Marian Keyes is one of my favorite authors. Which is odd because her books don't dwell in the cocoon of comfort in which I usually burrow. No, her novels, despite being rife with Jo Malone candles and witty wisecracks, are steeped in real life and all its complex emotions. Yet however paradoxically, there is a kind of comfort in that. So when I'd heard that Keyes had written a follow-up to Rachel's Holiday, namely Again, Rachel, I was all in.
Rachel is one of the five beloved Walsh sisters, a quintet of flawed, take-no-prisoners, hilarious women. Each has her own book -- and her own demons. So, in Rachel's Holiday, middle sister Rachel isn't jetting off to Paris or Ibiza. She's going to rehab. Her stint at Dublin's Cloisters is as harrowing and heartbreaking as you'd imagine, albeit tempered by Keyes's signature snark. Now, twenty years later, Keyes revisits Rachel's story in Again, Rachel. A counselor at the Cloisters, Rachel seems to have it all figured out. But twenty years is a long time, and a lot has happened.

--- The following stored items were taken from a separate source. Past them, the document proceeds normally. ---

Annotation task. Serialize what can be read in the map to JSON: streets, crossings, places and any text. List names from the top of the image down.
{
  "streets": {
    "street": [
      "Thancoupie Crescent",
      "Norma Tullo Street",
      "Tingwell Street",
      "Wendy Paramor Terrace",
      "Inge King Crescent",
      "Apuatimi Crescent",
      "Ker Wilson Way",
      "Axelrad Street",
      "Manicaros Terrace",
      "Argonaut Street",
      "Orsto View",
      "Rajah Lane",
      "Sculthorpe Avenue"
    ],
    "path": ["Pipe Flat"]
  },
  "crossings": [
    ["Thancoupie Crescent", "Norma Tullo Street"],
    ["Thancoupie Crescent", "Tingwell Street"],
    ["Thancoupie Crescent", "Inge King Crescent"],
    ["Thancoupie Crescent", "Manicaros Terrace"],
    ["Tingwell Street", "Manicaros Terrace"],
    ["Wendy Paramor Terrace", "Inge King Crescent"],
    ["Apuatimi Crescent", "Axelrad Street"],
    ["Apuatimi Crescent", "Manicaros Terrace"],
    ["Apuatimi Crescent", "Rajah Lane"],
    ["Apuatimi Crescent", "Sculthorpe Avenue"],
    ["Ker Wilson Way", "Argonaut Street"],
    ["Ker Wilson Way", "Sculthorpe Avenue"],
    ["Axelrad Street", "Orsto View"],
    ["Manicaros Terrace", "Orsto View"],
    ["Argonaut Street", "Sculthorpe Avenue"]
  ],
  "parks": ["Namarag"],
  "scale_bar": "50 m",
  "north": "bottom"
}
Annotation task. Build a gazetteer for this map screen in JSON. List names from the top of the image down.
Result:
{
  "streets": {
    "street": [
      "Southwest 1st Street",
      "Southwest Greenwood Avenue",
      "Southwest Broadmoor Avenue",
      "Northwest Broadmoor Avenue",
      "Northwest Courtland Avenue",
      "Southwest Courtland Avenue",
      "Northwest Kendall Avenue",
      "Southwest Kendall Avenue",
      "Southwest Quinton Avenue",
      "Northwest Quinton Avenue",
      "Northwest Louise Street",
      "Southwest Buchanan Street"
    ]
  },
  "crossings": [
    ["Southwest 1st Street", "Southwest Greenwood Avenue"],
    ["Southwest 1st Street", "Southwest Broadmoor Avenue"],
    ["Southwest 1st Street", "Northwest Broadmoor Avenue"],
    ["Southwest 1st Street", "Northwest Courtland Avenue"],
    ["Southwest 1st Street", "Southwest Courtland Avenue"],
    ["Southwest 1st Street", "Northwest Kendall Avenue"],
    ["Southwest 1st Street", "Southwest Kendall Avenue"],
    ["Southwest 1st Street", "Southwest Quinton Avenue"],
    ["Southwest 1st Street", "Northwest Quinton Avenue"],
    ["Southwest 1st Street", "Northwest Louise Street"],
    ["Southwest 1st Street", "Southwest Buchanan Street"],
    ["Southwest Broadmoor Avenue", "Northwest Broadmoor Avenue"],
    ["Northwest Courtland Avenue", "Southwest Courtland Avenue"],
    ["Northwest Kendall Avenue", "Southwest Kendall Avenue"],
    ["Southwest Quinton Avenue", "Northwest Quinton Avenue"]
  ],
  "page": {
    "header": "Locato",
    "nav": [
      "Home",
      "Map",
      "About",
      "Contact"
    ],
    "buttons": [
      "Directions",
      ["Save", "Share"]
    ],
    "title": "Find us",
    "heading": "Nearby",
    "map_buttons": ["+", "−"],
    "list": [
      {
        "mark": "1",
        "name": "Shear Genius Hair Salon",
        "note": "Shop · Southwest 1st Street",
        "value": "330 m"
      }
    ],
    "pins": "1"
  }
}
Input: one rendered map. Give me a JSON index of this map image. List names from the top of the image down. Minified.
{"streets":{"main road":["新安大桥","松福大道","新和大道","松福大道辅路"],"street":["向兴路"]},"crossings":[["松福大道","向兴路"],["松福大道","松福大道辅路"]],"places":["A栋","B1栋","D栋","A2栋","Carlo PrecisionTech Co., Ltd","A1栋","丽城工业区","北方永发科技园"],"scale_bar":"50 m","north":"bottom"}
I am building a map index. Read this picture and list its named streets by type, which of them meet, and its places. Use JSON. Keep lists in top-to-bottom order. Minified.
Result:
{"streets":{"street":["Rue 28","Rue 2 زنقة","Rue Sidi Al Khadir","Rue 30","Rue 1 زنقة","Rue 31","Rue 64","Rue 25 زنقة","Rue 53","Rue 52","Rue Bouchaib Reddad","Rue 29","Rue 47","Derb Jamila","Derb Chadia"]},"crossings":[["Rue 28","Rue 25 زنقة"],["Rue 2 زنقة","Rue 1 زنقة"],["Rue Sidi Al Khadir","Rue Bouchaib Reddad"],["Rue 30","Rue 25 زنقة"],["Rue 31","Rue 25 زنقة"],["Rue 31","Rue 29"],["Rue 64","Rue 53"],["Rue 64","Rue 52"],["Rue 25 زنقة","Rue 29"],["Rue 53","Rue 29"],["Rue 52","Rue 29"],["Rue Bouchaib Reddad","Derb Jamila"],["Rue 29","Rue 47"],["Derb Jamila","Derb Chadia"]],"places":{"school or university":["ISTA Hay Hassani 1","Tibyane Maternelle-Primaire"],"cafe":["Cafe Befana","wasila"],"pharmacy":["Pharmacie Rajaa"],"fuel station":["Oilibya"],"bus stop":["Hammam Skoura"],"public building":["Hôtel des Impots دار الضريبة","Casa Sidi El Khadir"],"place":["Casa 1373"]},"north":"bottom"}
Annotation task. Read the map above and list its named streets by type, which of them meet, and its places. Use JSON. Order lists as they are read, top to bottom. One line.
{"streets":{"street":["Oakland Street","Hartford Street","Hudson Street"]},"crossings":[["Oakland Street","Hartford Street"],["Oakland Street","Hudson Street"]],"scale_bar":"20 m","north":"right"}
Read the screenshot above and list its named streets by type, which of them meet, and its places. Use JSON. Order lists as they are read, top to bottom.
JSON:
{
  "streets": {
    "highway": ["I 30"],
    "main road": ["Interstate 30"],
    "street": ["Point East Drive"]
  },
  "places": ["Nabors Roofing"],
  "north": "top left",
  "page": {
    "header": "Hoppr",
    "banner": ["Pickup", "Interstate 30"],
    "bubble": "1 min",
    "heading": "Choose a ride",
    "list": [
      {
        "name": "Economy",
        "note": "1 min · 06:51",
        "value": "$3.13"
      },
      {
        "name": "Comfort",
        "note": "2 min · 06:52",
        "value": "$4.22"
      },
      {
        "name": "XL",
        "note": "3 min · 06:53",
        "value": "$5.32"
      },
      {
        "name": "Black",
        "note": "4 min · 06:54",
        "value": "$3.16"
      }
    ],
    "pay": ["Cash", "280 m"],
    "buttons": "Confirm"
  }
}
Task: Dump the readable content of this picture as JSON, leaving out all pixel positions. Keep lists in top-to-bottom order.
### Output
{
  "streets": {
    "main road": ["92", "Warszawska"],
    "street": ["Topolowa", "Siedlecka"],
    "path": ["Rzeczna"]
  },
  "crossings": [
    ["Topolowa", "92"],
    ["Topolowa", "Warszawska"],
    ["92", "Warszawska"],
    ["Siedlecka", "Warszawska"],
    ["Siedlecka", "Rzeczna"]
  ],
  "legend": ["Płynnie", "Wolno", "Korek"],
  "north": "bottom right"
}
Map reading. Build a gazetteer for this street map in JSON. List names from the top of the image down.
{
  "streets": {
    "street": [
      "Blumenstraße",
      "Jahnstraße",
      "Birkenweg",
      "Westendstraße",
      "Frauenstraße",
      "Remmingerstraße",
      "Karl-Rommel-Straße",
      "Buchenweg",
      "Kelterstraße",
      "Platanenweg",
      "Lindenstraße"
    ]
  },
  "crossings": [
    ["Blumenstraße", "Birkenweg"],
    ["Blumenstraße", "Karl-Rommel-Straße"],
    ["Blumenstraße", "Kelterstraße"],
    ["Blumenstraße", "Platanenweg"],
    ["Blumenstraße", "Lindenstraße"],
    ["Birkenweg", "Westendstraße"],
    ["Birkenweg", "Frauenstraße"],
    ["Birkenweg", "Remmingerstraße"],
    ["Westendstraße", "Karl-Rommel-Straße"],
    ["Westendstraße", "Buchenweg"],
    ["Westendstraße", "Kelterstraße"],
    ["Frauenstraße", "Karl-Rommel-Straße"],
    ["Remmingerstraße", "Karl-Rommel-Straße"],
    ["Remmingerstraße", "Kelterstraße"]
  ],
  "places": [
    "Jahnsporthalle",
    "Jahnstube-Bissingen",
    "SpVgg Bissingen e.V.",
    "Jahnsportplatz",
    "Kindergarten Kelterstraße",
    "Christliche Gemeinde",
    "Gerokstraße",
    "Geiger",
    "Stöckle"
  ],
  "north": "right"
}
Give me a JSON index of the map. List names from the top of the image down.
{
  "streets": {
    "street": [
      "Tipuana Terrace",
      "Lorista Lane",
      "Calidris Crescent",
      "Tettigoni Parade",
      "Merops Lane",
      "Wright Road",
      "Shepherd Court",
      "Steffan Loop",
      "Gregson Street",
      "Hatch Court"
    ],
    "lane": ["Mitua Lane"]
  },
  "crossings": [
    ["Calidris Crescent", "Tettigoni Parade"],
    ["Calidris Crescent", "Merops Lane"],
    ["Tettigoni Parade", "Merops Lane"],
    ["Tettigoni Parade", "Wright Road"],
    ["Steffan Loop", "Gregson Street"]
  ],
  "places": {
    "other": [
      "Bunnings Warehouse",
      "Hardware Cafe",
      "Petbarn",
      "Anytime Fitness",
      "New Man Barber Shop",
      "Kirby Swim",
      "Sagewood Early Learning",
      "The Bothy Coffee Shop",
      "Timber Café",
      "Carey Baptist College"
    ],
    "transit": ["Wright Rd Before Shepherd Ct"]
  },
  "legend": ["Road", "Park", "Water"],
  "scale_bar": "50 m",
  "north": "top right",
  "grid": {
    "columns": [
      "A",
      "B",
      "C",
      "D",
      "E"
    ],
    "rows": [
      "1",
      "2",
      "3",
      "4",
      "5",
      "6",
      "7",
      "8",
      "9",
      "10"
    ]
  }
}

A master storyteller, Keyes doesn't fill us in all at once, instead feeding us flashbacks filtered through the voice of her scrappy and sympathetic but undeniably unreliable narrator. In between, Rachel navigates the present day, which entails heart-to-hearts with her sponsor, Nola. Whenever Rachel is stymied by one of life's questions, Nola tells her to "golden key" it. In other words, put it aside until the universe presents an answer. And although this isn't what Rachel wants to hear, it ends up being what she needs.
Again, Rachel is hard to put down but also hard to read, on account of all the rawness and realness. The result, however, is a sequel that's more powerful than the original. Maybe I feel that way because Rachel's older or because I'm older. But there's no escaping that Again, Rachel is layered with, well, everything. It's one of the saddest books I've ever read, but also one of the best. Because it helps you hope while appreciating what you've got, however painful or imperfect.
And as Nola would undoubtedly say, that's the golden key.